● **Your goal**: Retype verbatim the lines of the listing, from the very first through the line with "display:grid; place-items:center; width:77px;".

● **Information supplied**:
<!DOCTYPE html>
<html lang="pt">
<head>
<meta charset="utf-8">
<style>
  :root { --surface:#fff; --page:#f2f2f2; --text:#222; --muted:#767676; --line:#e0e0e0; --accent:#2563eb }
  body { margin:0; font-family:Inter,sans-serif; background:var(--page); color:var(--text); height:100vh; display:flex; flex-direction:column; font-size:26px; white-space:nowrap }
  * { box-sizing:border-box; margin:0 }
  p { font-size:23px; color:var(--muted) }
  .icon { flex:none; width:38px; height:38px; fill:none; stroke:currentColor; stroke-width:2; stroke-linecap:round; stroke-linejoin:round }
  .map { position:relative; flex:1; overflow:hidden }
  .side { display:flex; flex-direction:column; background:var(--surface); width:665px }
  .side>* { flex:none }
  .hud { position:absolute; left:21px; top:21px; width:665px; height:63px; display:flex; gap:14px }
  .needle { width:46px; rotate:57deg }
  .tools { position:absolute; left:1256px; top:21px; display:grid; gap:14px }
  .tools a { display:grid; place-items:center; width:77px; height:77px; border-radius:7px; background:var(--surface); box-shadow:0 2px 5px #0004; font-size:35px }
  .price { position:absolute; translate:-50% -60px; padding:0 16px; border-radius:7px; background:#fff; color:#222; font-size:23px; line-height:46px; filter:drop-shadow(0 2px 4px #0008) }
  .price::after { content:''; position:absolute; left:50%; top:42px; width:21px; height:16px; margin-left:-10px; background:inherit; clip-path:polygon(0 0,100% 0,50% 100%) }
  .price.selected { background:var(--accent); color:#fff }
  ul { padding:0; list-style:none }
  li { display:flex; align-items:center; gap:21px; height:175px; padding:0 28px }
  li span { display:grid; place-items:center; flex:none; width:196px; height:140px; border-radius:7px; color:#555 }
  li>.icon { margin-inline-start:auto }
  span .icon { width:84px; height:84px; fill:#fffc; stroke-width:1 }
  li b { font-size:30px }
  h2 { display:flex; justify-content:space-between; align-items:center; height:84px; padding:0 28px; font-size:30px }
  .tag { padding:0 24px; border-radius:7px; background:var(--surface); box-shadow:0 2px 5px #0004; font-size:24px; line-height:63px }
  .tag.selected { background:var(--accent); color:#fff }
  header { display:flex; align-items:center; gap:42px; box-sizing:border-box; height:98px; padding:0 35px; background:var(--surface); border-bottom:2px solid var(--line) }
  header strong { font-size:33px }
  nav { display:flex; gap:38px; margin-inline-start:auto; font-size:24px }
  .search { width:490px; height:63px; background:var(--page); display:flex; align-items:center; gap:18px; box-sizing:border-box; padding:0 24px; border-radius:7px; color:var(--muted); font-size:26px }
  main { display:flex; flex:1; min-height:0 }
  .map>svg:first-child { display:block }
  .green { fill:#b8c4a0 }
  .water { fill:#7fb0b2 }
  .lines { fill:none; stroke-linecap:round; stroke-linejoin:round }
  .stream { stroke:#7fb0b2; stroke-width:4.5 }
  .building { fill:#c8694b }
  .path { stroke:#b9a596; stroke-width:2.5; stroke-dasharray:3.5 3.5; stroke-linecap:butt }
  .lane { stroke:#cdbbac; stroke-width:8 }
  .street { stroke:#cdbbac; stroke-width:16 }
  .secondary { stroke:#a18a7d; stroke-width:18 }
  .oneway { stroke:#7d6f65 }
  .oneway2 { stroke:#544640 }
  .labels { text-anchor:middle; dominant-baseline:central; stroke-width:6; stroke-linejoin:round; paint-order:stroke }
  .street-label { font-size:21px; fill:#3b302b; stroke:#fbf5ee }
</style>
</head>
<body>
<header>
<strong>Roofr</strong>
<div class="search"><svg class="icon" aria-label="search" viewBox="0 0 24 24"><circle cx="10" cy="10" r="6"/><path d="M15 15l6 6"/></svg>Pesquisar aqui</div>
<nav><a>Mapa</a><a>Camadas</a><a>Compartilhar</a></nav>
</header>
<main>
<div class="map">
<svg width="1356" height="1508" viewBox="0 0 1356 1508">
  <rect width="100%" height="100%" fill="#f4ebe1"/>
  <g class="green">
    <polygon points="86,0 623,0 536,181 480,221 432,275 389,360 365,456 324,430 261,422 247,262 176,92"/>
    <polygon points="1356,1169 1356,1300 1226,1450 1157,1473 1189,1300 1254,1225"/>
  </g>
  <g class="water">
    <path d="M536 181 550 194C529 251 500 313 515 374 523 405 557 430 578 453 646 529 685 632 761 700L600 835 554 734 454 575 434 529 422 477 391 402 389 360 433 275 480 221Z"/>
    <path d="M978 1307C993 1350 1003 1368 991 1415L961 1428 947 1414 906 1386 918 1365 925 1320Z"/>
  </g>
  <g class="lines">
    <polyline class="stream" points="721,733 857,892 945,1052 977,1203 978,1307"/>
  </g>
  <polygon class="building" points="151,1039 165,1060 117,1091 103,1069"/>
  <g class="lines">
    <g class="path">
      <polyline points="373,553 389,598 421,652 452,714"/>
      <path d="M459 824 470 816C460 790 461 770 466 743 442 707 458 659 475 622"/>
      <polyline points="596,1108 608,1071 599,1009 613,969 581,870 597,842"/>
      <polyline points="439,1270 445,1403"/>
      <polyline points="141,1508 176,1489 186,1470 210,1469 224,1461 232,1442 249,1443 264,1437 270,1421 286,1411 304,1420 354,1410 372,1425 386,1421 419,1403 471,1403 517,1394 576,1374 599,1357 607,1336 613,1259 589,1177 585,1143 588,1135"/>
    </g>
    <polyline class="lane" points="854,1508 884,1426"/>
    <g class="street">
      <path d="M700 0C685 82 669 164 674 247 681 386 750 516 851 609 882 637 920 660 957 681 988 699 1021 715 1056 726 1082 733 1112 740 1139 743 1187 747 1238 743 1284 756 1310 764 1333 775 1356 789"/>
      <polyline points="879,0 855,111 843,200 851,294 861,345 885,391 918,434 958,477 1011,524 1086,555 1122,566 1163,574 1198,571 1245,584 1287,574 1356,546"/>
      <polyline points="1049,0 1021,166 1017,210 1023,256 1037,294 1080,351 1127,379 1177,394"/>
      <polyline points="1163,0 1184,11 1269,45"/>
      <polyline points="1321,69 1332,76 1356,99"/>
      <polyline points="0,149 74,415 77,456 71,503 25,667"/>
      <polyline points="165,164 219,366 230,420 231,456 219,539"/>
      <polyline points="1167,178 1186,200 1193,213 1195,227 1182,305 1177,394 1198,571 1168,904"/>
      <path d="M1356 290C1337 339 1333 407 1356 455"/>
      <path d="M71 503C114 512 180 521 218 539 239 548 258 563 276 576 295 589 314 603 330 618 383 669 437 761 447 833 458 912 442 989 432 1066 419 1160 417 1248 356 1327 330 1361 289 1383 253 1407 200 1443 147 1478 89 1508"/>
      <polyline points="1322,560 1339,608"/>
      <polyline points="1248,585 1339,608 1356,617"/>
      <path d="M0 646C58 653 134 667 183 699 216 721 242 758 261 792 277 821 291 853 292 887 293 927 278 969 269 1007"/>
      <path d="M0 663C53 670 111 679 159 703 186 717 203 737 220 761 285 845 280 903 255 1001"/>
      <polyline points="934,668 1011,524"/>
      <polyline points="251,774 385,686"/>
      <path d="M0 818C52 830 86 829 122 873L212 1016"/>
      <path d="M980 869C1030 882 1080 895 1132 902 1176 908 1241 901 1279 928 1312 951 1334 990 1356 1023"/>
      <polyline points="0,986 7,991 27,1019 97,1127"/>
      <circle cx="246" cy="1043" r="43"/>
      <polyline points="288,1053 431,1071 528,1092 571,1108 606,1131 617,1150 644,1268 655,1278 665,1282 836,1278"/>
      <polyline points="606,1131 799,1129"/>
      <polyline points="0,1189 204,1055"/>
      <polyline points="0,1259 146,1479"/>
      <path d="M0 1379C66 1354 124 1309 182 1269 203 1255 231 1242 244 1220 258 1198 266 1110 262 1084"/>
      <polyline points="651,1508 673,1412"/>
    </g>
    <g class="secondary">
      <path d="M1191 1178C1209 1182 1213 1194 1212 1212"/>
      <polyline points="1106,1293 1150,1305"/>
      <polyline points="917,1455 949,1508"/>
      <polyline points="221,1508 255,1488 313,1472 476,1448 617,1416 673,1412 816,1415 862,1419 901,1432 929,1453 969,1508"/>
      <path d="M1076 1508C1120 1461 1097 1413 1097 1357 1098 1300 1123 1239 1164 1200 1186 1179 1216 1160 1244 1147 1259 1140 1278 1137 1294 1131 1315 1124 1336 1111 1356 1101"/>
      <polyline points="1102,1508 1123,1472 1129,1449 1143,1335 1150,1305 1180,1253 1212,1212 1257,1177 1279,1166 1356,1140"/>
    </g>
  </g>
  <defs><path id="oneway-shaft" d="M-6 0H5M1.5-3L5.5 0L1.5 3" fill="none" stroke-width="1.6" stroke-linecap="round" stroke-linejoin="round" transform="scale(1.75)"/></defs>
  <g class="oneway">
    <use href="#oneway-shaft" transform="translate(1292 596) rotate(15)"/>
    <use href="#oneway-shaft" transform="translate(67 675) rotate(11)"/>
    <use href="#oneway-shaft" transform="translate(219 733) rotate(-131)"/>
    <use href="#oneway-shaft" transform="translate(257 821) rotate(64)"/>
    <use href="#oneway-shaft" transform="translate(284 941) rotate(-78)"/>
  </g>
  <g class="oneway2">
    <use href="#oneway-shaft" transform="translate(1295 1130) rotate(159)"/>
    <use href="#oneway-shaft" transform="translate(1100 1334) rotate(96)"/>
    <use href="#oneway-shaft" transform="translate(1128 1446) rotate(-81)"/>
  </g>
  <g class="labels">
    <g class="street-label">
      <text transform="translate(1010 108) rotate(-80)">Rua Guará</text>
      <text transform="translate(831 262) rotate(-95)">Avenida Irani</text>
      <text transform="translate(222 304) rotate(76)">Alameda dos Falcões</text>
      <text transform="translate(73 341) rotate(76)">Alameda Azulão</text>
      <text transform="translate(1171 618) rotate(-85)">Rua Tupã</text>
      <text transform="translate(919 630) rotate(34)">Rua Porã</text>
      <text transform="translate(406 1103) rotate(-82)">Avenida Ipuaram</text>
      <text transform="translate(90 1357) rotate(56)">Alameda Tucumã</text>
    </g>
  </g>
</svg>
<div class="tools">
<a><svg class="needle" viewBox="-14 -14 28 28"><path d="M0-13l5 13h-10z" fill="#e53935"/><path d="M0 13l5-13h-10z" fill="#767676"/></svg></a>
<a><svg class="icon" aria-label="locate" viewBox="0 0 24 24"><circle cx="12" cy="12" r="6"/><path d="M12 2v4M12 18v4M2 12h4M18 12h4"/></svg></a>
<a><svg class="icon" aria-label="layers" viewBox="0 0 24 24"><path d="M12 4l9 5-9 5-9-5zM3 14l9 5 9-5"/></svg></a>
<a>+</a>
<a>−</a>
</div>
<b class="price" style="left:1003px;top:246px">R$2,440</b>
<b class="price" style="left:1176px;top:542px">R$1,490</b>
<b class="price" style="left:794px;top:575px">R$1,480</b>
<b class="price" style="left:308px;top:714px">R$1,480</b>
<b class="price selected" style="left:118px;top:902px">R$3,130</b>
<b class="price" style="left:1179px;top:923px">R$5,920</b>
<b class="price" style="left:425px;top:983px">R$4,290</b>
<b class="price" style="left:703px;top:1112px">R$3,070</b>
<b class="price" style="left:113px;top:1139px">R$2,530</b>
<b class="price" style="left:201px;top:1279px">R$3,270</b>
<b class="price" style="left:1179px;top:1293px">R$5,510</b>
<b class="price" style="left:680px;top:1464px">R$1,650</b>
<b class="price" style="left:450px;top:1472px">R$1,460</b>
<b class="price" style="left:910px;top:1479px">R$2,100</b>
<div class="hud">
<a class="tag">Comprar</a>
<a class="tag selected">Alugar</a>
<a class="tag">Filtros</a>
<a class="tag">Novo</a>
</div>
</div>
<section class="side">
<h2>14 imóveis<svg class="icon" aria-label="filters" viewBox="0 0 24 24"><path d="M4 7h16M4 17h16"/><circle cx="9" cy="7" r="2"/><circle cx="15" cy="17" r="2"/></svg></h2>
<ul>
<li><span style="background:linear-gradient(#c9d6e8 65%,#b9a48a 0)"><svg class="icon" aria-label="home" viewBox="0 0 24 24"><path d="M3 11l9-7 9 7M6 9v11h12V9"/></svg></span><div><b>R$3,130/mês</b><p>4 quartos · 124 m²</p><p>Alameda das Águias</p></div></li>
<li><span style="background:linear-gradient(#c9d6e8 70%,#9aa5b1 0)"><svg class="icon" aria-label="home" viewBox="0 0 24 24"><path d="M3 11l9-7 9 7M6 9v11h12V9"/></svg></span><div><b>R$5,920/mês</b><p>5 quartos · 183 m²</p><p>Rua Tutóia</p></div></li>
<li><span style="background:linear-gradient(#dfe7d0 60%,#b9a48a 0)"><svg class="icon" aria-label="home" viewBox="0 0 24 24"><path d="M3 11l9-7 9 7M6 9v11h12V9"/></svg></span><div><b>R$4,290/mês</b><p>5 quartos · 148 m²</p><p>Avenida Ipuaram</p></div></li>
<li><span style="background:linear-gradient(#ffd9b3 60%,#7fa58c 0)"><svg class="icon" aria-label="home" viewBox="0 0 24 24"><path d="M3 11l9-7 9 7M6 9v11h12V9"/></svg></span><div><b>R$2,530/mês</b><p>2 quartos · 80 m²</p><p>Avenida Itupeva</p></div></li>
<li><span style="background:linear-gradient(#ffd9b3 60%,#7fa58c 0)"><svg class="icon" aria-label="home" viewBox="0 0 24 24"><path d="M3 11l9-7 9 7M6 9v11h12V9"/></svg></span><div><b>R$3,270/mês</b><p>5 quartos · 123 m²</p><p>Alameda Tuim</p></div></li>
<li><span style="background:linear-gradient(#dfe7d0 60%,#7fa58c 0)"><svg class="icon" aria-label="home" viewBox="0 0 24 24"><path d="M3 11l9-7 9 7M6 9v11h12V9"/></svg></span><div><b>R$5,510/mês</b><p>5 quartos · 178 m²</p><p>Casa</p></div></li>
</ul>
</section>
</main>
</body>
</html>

● **Written reply**:
<!DOCTYPE html>
<html lang="pt">
<head>
<meta charset="utf-8">
<style>
  :root { --surface:#fff; --page:#f2f2f2; --text:#222; --muted:#767676; --line:#e0e0e0; --accent:#2563eb }
  body { margin:0; font-family:Inter,sans-serif; background:var(--page); color:var(--text); height:100vh; display:flex; flex-direction:column; font-size:26px; white-space:nowrap }
  * { box-sizing:border-box; margin:0 }
  p { font-size:23px; color:var(--muted) }
  .icon { flex:none; width:38px; height:38px; fill:none; stroke:currentColor; stroke-width:2; stroke-linecap:round; stroke-linejoin:round }
  .map { position:relative; flex:1; overflow:hidden }
  .side { display:flex; flex-direction:column; background:var(--surface); width:665px }
  .side>* { flex:none }
  .hud { position:absolute; left:21px; top:21px; width:665px; height:63px; display:flex; gap:14px }
  .needle { width:46px; rotate:57deg }
  .tools { position:absolute; left:1256px; top:21px; display:grid; gap:14px }
  .tools a { display:grid; place-items:center; width:77px; height:77px; border-radius:7px; background:var(--surface); box-shadow:0 2px 5px #0004; font-size:35px }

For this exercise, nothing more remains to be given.